The revision of European medical device regulations through by the repeal of the MDD and introduction of the MDR aimed to address existing gaps, improve Notified Body oversight, market surveillance, and enhance patient safety.

=== Implementation date ===
The regulation was adopted, and came into force, in 2017. The date by which the Regulation was to be fully implemented by replacing the previous directives was originally defined as 26 May 2020. Following the international health emergency COVID-19, the European Commission and the European Parliament decided in April 2020 to postpone the deadline by one year to 26 May 2021.

Additional provisions for the transition from MDD to MDR are found in Article 120 of the regulation.
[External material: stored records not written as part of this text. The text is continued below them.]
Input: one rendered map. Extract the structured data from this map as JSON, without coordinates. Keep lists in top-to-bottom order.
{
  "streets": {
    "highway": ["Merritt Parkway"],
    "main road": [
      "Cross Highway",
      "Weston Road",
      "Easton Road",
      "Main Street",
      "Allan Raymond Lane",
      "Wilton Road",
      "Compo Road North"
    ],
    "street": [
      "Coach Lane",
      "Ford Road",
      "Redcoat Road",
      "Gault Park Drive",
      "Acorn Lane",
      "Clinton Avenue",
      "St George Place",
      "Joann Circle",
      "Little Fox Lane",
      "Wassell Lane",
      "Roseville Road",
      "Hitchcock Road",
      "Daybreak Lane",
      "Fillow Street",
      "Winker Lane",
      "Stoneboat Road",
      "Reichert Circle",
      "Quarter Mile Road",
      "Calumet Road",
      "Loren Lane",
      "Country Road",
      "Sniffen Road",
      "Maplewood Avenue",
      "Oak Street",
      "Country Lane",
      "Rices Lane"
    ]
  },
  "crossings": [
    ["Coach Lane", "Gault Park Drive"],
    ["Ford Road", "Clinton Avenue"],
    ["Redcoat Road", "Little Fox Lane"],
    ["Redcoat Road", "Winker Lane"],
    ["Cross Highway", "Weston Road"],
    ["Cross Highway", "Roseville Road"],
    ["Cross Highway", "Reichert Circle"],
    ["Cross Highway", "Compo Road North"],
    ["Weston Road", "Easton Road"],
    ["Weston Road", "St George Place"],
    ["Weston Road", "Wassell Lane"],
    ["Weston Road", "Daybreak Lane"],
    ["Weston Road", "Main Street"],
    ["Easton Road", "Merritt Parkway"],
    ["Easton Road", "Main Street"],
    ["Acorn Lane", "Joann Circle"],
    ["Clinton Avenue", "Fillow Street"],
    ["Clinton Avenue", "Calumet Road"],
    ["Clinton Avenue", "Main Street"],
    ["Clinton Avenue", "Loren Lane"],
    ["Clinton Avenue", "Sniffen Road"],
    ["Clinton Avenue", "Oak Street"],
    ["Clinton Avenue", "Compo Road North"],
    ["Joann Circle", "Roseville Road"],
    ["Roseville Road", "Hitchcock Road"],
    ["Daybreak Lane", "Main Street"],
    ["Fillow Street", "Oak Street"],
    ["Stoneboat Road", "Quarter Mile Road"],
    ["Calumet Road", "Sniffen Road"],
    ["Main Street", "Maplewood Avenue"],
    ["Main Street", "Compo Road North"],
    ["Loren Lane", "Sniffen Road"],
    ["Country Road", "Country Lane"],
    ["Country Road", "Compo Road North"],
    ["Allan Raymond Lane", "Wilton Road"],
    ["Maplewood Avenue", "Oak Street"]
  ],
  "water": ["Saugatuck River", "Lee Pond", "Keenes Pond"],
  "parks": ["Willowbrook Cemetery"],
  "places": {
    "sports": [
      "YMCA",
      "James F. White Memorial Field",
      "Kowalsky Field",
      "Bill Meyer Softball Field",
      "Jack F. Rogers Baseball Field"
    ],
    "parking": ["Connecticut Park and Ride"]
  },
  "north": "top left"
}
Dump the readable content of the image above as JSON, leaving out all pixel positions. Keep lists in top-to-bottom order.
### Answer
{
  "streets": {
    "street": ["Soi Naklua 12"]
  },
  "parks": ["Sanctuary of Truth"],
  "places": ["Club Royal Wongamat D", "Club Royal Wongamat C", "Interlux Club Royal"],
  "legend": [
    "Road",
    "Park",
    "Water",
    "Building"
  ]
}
Due to certain issues, some additional transition timelines were implemented in 2023, amending Article 120 and allowing for some delays in re-certification up until 2028 for class III and IIB implantable devices, and for 2027 for some others, under certain circumstances; the "sell-off" provision of MDD-licensed devices, previously May 2025, was also removed.

=== Other changes and amendments ===
A requirement for manufacturers on notifying authorities digitally about (potential) medical device supply chain disruptions was added to the regulation in 2024 (§10a).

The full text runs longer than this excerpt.